Retype each record exactly, please. Skip none.
(Recorded information begins)
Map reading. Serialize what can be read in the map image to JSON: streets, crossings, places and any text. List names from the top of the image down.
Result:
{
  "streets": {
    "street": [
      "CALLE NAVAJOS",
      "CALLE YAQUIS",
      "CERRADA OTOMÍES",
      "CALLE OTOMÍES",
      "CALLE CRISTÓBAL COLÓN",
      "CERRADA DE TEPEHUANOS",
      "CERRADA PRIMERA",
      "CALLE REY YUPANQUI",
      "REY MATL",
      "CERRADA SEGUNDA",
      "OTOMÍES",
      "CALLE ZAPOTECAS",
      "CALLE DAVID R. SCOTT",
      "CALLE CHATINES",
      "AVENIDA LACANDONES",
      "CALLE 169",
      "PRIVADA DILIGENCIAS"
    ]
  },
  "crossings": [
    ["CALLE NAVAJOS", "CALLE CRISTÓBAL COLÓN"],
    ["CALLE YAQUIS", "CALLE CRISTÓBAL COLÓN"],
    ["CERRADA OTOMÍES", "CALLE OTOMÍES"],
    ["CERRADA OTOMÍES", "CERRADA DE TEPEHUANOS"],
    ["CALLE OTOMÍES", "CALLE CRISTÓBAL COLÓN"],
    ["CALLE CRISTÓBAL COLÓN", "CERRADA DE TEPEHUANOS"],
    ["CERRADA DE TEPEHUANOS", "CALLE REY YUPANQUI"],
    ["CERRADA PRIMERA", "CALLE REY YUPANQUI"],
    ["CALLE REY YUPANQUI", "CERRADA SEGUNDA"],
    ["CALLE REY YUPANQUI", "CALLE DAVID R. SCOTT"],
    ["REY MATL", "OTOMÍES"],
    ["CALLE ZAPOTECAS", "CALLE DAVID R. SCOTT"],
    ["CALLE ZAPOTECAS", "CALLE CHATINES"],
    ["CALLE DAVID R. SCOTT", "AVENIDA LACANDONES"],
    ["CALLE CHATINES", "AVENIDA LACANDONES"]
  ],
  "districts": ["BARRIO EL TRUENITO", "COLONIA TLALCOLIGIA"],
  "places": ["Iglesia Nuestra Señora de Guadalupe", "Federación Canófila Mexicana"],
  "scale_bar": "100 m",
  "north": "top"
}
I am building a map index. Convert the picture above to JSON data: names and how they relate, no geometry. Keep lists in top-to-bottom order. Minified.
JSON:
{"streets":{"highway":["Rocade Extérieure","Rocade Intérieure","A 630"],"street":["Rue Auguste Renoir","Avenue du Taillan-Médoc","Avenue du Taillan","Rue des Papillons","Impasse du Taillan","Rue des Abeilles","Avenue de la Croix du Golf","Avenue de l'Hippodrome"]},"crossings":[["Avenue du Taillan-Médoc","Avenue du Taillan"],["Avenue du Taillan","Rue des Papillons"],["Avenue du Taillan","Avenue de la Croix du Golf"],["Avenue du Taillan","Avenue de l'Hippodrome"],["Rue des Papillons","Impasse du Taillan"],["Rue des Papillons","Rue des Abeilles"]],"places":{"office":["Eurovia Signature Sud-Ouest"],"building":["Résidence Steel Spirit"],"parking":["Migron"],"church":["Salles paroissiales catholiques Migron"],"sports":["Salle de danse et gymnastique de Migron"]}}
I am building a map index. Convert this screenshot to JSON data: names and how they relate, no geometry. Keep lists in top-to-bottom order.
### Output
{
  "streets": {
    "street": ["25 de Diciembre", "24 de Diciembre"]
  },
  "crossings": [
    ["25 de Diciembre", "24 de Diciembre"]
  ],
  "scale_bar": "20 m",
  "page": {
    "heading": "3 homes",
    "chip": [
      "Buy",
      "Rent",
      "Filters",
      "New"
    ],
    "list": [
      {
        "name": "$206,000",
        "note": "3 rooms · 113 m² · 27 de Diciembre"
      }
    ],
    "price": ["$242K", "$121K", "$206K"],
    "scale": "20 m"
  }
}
(Recorded information ends)
Answer below
Map reading. Serialize what can be read in the map image to JSON: streets, crossings, places and any text. List names from the top of the image down.
Result:
{
  "streets": {
    "street": [
      "CALLE NAVAJOS",
      "CALLE YAQUIS",
      "CERRADA OTOMÍES",
      "CALLE OTOMÍES",
      "CALLE CRISTÓBAL COLÓN",
      "CERRADA DE TEPEHUANOS",
      "CERRADA PRIMERA",
      "CALLE REY YUPANQUI",
      "REY MATL",
      "CERRADA SEGUNDA",
      "OTOMÍES",
      "CALLE ZAPOTECAS",
      "CALLE DAVID R. SCOTT",
      "CALLE CHATINES",
      "AVENIDA LACANDONES",
      "CALLE 169",
      "PRIVADA DILIGENCIAS"
    ]
  },
  "crossings": [
    ["CALLE NAVAJOS", "CALLE CRISTÓBAL COLÓN"],
    ["CALLE YAQUIS", "CALLE CRISTÓBAL COLÓN"],
    ["CERRADA OTOMÍES", "CALLE OTOMÍES"],
    ["CERRADA OTOMÍES", "CERRADA DE TEPEHUANOS"],
    ["CALLE OTOMÍES", "CALLE CRISTÓBAL COLÓN"],
    ["CALLE CRISTÓBAL COLÓN", "CERRADA DE TEPEHUANOS"],
    ["CERRADA DE TEPEHUANOS", "CALLE REY YUPANQUI"],
    ["CERRADA PRIMERA", "CALLE REY YUPANQUI"],
    ["CALLE REY YUPANQUI", "CERRADA SEGUNDA"],
    ["CALLE REY YUPANQUI", "CALLE DAVID R. SCOTT"],
    ["REY MATL", "OTOMÍES"],
    ["CALLE ZAPOTECAS", "CALLE DAVID R. SCOTT"],
    ["CALLE ZAPOTECAS", "CALLE CHATINES"],
    ["CALLE DAVID R. SCOTT", "AVENIDA LACANDONES"],
    ["CALLE CHATINES", "AVENIDA LACANDONES"]
  ],
  "districts": ["BARRIO EL TRUENITO", "COLONIA TLALCOLIGIA"],
  "places": ["Iglesia Nuestra Señora de Guadalupe", "Federación Canófila Mexicana"],
  "scale_bar": "100 m",
  "north": "top"
}
I am building a map index. Convert the picture above to JSON data: names and how they relate, no geometry. Keep lists in top-to-bottom order. Minified.
JSON:
{"streets":{"highway":["Rocade Extérieure","Rocade Intérieure","A 630"],"street":["Rue Auguste Renoir","Avenue du Taillan-Médoc","Avenue du Taillan","Rue des Papillons","Impasse du Taillan","Rue des Abeilles","Avenue de la Croix du Golf","Avenue de l'Hippodrome"]},"crossings":[["Avenue du Taillan-Médoc","Avenue du Taillan"],["Avenue du Taillan","Rue des Papillons"],["Avenue du Taillan","Avenue de la Croix du Golf"],["Avenue du Taillan","Avenue de l'Hippodrome"],["Rue des Papillons","Impasse du Taillan"],["Rue des Papillons","Rue des Abeilles"]],"places":{"office":["Eurovia Signature Sud-Ouest"],"building":["Résidence Steel Spirit"],"parking":["Migron"],"church":["Salles paroissiales catholiques Migron"],"sports":["Salle de danse et gymnastique de Migron"]}}
I am building a map index. Convert this screenshot to JSON data: names and how they relate, no geometry. Keep lists in top-to-bottom order.
### Output
{
  "streets": {
    "street": ["25 de Diciembre", "24 de Diciembre"]
  },
  "crossings": [
    ["25 de Diciembre", "24 de Diciembre"]
  ],
  "scale_bar": "20 m",
  "page": {
    "heading": "3 homes",
    "chip": [
      "Buy",
      "Rent",
      "Filters",
      "New"
    ],
    "list": [
      {
        "name": "$206,000",
        "note": "3 rooms · 113 m² · 27 de Diciembre"
      }
    ],
    "price": ["$242K", "$121K", "$206K"],
    "scale": "20 m"
  }
}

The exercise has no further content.